## GIVEN RECORDS

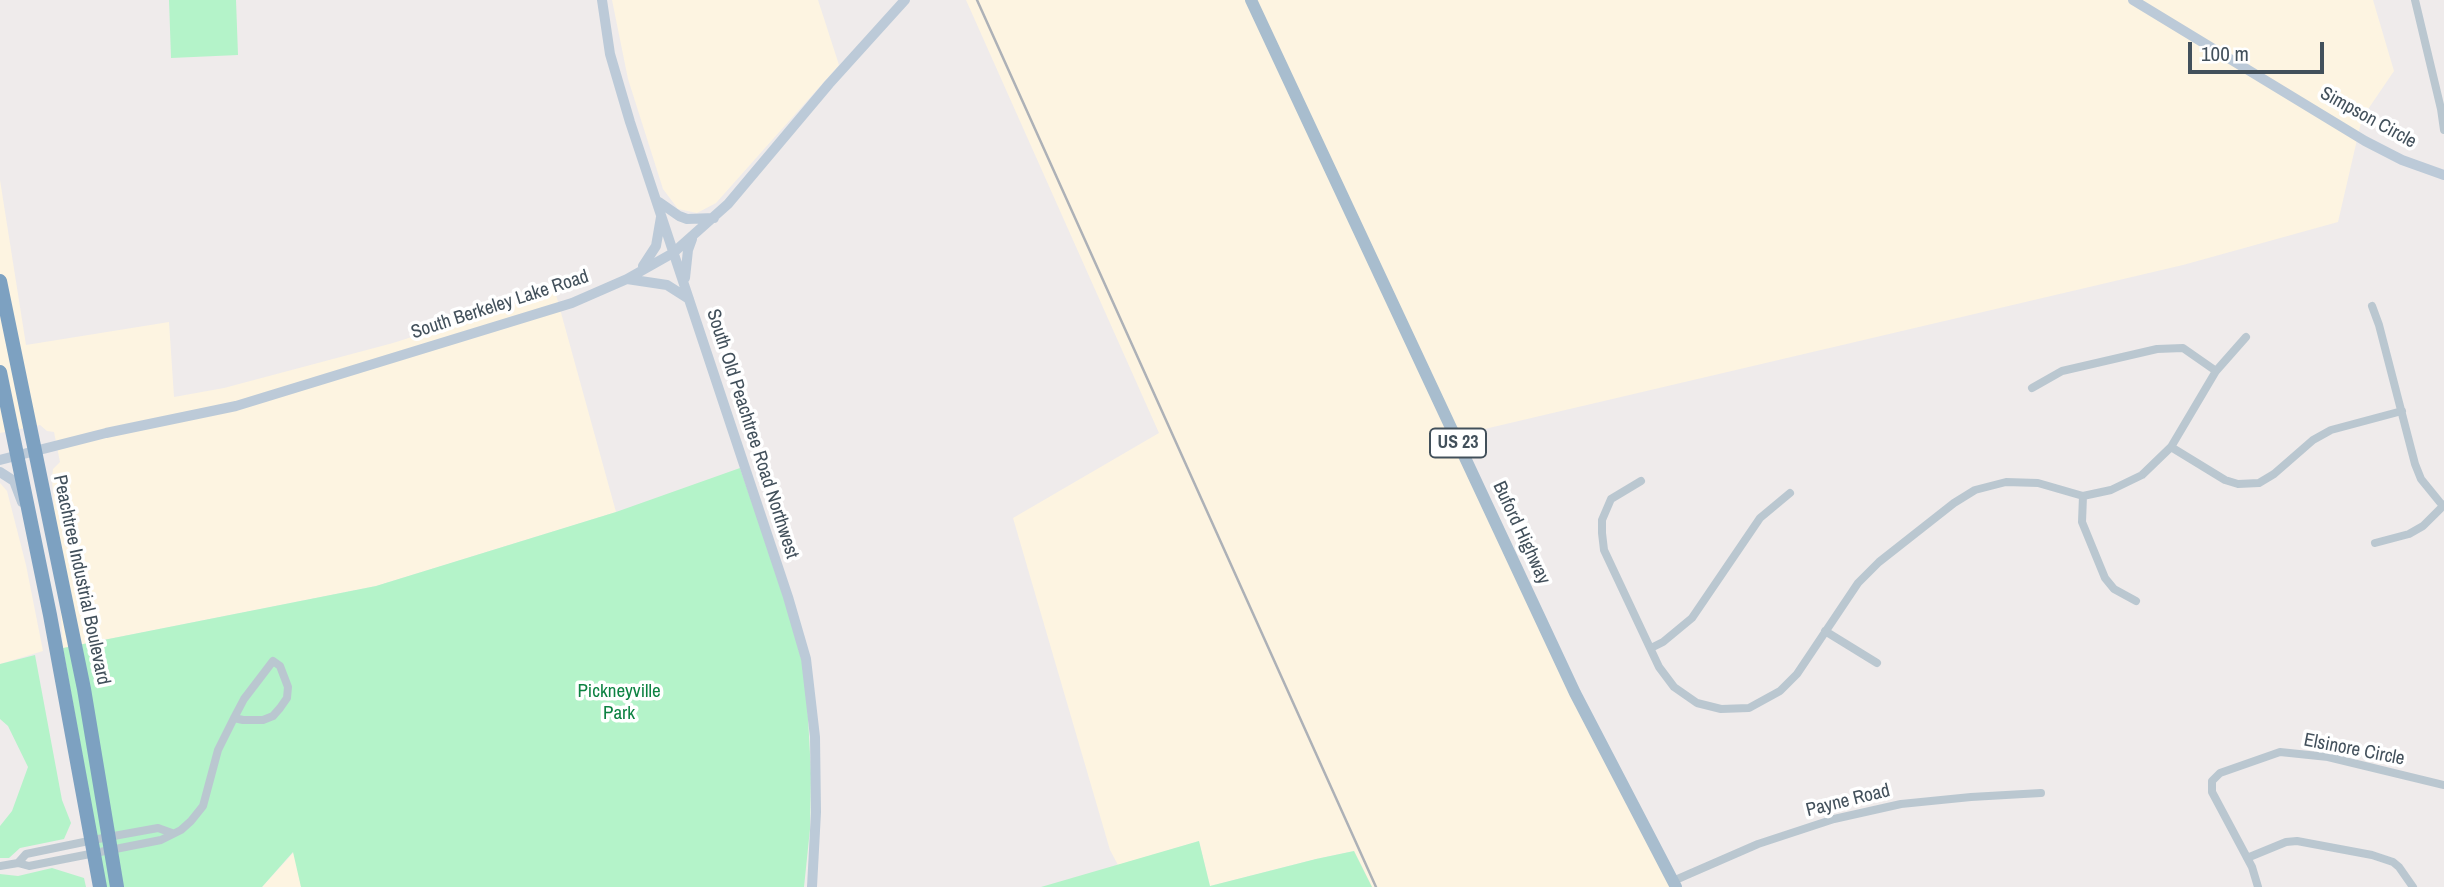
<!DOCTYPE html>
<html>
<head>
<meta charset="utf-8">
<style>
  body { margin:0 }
  #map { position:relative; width:2444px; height:887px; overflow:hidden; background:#efebeb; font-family:"Archivo Narrow",sans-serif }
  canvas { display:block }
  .scale { position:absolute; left:2188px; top:42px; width:136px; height:32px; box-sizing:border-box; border:4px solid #42505b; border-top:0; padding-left:9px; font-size:21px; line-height:24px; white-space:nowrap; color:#42505b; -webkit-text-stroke:5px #fff; paint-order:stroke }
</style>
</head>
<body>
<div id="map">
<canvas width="2444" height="887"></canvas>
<div class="scale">100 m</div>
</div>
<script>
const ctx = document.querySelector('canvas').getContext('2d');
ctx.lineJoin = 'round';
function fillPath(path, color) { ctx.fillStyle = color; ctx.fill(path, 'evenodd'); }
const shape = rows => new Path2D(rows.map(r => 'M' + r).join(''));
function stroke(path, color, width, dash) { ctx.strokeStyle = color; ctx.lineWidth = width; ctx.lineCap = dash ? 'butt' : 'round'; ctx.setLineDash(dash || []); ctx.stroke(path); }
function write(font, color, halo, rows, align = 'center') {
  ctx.font = font + ' "Archivo Narrow",sans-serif'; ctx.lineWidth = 7; ctx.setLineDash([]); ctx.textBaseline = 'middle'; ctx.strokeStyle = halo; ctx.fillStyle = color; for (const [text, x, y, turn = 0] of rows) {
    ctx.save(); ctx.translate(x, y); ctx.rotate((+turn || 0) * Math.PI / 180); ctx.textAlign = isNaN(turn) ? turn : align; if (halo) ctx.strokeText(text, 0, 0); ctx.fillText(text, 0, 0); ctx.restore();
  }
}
const commercial = shape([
  [612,0,818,0,839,65,716,203,697,213,678,209,663,189,628,79],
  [966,0,2373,0,2394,71,2362,118,2338,222,2183,265,1459,435,1616,772,1680,887,1372,887,1354,851,1316,859,1210,886,1199,841,1118,865,1110,850,1013,518,1159,433],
  [0,180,26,345,169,322,174,397,224,388,393,343,555,291,616,512,376,586,63,648,52,478,53,469,60,462,54,432,47,431,40,425,0,433],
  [0,483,7,491,26,565,43,651,0,664],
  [294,852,301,887,262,887]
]);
const green = shape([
  [169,0,236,0,238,55,171,58],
  [740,468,782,589,802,662,807,698,811,773,810,829,804,887,301,887,293,852,262,887,106,887,63,648,376,586,616,512],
  [35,655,62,800,71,823,64,839,20,848,9,858,0,858,0,826,12,811,28,767,8,726,0,719,0,664],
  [1199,841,1210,886,1316,859,1354,851,1372,887,1041,887],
  [52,868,84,878,86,887,0,887,0,874,18,876]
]);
const street = shape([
  [2415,0,2441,109,2444,130],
  [2372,306,2379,325,2415,464,2421,479,2443,506],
  [2032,388,2062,371,2157,349,2183,348,2216,371],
  [2171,447,2225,480,2238,484,2259,483,2274,474,2313,440,2331,430,2402,411],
  [1641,481,1611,499,1602,520,1602,533,1604,550,1659,667,1674,687,1697,703,1721,709,1749,708,1780,691,1797,674,1858,583,1879,562,1954,503,1975,490,2006,482,2038,483,2083,496,2111,490,2142,475,2171,447,2216,371,2246,337],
  [2083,496,2082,522,2105,578,2114,589,2136,601],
  [2375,543,2409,534,2423,526,2444,505],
  [1825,631,1877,663],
  [1651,648,1663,642,1692,618,1760,518,1790,493],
  [2247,858,2286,842,2297,841,2372,855,2393,862,2399,867,2413,887],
  [18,863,26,854,108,837,158,828,172,833],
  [0,866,18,863,29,866,161,840,181,830,191,821,203,806,218,750,234,718,244,699,273,661,280,666,288,687,287,698,280,708,273,716,263,720,243,720,234,718],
  [1673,881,1758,844,1834,819,1901,804,1971,797,2041,793],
  [2258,887,2252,867,2212,792,2212,781,2220,773,2280,752,2328,757,2444,785]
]);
const secondary = shape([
  [602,0,610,54,630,122,788,597,806,659,815,737,816,812,812,887],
  [2133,0,2365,141,2402,160,2444,175],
  [659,202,679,216,687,219,714,218],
  [643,266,656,246,661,217],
  [685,278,688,250,692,239],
  [627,279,667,285,689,299],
  [0,460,106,433,236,406,572,303,627,279,673,253,728,204,829,84,905,0],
  [0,472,14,481,22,502]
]);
const primary = shape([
  [1251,0,1575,693,1676,887]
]);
const highway = shape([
  [0,281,84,689,117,887],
  [0,372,50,615,100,887]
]);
const rail = shape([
  [977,0,1376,887]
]);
const shields = [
  [1458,443,56]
];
const shieldNames = [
  ["US 23",1458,443]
];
const streetNames = [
  ["Simpson Circle",2368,118,29],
  ["South Berkeley Lake Road",500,305,-18],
  ["South Old Peachtree Road Northwest",752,434,72],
  ["Buford Highway",1521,533,65],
  ["Peachtree Industrial Boulevard",81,580,78],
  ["Elsinore Circle",2354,750,11],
  ["Payne Road",1848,801,-14]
];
const parkNames = [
  ["Pickneyville",619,692],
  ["Park",619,714]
];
fillPath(commercial, '#fdf4e1');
fillPath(green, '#b4f3c9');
stroke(street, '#bac7d0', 8);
stroke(secondary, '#bccad8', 10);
stroke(primary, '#a8bdce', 12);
stroke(highway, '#7da1c1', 14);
stroke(rail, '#adb1b7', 2.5);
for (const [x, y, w] of shields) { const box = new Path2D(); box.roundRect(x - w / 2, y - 14.5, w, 29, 5); ctx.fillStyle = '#fff'; ctx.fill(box); stroke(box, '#42505b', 2); }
write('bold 18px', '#42505b', null, shieldNames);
write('19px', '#42505b', '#fff', streetNames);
write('19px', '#0d8242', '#fff', parkNames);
</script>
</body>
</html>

## EXERCISE DIRECTIONS
Check the listing above for "canvas". Show every line where it turns up.

## TASK RESPONSE
  canvas { display:block }
<canvas width="2444" height="887"></canvas>
const ctx = document.querySelector('canvas').getContext('2d');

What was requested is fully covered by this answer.